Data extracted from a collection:
++++++++++
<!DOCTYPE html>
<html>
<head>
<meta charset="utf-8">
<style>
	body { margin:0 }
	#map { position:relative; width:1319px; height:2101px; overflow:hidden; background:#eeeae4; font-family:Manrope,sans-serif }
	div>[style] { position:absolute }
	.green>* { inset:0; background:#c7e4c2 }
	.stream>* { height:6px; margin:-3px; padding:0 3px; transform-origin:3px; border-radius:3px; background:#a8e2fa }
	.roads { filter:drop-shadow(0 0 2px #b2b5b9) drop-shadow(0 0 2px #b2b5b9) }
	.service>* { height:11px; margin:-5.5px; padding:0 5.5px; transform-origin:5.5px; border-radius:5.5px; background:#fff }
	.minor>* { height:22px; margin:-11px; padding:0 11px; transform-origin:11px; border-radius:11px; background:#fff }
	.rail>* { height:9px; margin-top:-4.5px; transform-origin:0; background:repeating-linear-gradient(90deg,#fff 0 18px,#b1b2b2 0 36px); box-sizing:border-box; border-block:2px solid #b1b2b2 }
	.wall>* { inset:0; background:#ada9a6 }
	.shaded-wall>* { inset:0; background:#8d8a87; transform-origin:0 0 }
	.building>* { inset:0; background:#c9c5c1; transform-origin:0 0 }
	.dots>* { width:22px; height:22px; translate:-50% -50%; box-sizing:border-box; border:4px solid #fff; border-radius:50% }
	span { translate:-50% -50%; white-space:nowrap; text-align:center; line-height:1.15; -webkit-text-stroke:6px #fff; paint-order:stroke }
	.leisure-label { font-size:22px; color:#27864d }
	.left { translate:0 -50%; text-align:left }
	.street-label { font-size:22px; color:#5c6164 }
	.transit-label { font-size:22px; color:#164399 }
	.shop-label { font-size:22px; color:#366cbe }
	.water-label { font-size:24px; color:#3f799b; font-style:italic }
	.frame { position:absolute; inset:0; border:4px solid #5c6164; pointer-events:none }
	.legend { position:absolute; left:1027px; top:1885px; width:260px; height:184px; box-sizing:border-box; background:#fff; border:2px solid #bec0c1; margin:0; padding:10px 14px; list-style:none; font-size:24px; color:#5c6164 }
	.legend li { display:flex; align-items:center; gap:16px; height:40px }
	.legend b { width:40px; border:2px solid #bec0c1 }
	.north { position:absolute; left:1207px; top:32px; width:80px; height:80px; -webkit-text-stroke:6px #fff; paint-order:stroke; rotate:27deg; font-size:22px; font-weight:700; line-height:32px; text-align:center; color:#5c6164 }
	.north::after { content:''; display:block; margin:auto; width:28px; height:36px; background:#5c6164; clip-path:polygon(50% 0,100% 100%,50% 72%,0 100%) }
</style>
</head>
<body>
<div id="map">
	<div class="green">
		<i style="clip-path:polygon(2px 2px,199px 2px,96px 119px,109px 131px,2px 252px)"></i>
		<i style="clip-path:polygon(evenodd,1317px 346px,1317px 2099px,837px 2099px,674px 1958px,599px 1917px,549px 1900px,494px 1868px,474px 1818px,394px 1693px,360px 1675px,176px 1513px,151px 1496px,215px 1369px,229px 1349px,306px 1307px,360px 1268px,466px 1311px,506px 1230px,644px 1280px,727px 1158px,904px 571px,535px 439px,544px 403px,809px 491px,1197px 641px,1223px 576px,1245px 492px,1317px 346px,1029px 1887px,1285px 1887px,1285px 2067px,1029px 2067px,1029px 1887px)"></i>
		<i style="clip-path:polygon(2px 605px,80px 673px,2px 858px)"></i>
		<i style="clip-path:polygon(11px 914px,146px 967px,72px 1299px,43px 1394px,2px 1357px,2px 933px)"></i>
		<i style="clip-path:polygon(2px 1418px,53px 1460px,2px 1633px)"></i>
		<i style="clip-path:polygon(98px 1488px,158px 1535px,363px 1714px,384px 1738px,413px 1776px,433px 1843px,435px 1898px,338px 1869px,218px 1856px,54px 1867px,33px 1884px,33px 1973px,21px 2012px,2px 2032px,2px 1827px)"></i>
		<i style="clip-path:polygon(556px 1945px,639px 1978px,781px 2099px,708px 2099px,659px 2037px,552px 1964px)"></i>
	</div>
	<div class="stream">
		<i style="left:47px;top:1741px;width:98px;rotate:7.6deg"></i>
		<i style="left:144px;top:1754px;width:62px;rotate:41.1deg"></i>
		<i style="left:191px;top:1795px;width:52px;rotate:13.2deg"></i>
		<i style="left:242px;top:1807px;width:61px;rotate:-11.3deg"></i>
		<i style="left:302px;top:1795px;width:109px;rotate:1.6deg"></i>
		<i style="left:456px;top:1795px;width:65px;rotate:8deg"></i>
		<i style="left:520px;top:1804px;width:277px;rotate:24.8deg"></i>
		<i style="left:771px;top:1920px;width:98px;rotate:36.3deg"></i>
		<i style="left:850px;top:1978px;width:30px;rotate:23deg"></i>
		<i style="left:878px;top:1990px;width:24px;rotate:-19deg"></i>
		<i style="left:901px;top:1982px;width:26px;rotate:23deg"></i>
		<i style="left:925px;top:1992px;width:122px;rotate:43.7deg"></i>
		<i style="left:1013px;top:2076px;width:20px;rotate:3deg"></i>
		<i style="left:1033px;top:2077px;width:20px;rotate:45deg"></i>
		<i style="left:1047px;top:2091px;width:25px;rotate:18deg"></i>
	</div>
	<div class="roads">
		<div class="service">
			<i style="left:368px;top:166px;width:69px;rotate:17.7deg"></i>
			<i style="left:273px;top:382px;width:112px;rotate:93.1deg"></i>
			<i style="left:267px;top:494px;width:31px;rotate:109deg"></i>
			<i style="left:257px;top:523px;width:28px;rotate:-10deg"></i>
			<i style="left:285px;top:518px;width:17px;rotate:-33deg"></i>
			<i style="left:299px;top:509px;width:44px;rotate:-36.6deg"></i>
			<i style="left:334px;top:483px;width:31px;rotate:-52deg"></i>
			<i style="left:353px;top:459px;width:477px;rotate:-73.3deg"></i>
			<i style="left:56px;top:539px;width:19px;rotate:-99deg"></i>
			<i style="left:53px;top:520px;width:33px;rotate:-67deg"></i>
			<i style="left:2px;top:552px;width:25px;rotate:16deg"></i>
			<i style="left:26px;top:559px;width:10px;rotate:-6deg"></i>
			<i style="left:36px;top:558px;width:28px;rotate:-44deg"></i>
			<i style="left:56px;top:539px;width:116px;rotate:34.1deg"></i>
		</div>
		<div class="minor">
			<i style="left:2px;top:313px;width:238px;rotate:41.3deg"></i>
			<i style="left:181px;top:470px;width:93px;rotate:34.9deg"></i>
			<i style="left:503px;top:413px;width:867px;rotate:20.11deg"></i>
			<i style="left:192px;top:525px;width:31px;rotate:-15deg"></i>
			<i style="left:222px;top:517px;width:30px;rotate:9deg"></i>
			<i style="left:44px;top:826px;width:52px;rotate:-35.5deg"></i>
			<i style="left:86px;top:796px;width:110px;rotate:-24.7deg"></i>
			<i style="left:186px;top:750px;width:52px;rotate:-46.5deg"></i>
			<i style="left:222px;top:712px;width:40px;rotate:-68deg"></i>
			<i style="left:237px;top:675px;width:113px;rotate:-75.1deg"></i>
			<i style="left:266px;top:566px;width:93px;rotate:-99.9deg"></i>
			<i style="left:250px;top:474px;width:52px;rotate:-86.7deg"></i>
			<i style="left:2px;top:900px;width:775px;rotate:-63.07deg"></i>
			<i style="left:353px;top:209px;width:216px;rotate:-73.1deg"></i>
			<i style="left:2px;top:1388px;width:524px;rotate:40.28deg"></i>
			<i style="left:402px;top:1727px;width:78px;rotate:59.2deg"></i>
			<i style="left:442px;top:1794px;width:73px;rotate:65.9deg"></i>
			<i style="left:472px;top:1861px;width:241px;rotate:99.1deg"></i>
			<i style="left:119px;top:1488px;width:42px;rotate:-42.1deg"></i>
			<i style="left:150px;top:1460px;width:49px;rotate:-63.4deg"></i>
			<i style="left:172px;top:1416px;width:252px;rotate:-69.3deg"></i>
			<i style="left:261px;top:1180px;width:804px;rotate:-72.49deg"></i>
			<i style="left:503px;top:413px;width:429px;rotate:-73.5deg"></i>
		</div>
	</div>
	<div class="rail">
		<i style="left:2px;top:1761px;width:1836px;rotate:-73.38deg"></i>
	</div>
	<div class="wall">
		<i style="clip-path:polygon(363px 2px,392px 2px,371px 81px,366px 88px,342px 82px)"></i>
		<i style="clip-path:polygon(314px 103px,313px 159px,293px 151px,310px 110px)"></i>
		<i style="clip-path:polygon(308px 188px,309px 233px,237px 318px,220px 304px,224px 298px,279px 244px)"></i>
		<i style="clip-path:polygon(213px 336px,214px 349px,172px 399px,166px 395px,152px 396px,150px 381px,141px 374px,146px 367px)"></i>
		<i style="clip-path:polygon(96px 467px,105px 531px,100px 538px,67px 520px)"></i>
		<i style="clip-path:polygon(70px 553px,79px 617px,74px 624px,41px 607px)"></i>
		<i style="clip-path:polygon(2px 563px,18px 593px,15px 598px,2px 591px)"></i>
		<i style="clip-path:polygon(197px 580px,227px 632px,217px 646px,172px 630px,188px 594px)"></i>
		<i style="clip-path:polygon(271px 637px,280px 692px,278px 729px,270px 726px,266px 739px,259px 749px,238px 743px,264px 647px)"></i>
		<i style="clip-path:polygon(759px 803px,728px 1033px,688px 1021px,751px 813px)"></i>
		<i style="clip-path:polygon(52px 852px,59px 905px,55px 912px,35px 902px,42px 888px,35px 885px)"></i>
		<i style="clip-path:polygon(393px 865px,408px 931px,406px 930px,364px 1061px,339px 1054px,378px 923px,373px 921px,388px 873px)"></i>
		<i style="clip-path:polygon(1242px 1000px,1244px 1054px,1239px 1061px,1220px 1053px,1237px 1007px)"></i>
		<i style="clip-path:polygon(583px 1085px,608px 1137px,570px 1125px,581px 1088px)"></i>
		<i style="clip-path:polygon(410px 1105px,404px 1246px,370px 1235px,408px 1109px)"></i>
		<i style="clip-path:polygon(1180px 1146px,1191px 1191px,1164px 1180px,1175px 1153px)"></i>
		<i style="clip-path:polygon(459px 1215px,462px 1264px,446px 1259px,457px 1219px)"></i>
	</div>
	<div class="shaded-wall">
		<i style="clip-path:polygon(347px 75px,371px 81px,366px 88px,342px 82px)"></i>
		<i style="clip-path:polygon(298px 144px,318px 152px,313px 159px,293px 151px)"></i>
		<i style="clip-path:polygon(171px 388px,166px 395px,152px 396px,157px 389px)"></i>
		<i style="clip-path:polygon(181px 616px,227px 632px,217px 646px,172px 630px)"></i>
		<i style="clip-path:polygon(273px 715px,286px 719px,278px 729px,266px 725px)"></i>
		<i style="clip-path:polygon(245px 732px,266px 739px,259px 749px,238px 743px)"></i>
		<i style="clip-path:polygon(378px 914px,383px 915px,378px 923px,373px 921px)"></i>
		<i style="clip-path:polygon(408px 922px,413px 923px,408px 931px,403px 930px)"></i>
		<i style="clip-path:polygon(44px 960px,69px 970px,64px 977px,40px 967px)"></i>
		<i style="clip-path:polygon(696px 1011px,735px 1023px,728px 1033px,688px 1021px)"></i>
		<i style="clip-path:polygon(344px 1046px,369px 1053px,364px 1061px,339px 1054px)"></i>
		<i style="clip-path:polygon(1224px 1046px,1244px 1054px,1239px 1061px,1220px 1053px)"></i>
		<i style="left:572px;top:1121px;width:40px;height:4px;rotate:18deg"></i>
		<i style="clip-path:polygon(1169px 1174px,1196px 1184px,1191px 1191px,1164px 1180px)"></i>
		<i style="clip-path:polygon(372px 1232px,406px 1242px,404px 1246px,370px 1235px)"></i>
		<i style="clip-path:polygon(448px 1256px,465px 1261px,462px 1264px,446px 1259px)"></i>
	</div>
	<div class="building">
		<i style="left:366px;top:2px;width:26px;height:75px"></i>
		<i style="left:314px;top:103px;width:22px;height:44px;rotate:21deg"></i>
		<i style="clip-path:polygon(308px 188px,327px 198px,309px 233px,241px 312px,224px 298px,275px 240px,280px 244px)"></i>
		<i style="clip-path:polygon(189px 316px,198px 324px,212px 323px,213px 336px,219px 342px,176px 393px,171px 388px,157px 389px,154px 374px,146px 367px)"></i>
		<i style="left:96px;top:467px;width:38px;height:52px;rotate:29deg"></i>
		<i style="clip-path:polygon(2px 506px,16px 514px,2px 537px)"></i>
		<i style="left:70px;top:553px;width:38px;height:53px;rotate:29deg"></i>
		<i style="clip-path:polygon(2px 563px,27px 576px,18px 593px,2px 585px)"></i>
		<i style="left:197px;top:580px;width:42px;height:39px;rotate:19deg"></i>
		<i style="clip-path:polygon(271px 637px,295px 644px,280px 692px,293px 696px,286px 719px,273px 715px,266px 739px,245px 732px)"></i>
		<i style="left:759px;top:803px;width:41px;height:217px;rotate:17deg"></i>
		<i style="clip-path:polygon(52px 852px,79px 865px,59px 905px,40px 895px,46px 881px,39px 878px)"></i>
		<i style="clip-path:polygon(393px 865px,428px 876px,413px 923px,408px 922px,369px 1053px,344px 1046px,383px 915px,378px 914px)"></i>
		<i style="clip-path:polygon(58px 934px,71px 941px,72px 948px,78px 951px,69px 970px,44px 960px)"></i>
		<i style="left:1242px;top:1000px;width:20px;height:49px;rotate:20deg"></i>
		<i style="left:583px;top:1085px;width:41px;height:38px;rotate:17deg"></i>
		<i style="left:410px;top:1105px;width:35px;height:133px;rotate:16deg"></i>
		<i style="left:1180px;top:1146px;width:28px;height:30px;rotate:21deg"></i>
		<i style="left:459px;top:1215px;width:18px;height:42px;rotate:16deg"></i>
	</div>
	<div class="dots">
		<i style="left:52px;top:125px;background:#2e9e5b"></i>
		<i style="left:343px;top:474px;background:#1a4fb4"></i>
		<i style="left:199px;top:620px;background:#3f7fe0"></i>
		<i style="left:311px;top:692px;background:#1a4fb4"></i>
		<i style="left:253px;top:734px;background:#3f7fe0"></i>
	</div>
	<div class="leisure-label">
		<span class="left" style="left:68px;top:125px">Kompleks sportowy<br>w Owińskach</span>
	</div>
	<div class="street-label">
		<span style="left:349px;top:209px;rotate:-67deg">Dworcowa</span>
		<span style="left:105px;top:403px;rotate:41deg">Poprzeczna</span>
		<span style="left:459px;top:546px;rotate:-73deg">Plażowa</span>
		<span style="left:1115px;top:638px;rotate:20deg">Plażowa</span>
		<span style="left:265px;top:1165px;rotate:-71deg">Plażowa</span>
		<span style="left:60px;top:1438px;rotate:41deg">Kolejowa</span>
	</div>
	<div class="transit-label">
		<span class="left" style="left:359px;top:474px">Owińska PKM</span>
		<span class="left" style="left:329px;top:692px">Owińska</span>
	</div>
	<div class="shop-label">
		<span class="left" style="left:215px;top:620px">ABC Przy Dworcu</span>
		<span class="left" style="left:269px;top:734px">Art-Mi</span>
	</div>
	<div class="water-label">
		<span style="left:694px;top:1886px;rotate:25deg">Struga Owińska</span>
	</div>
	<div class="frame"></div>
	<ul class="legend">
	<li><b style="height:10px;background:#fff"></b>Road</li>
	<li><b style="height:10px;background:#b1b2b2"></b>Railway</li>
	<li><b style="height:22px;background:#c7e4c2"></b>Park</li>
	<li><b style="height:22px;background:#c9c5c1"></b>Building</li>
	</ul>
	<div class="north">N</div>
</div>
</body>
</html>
++++++++++
Directions for this task. What is the number of lines in the records that include the word "service"? Answer with that number only.

Expected answer. 2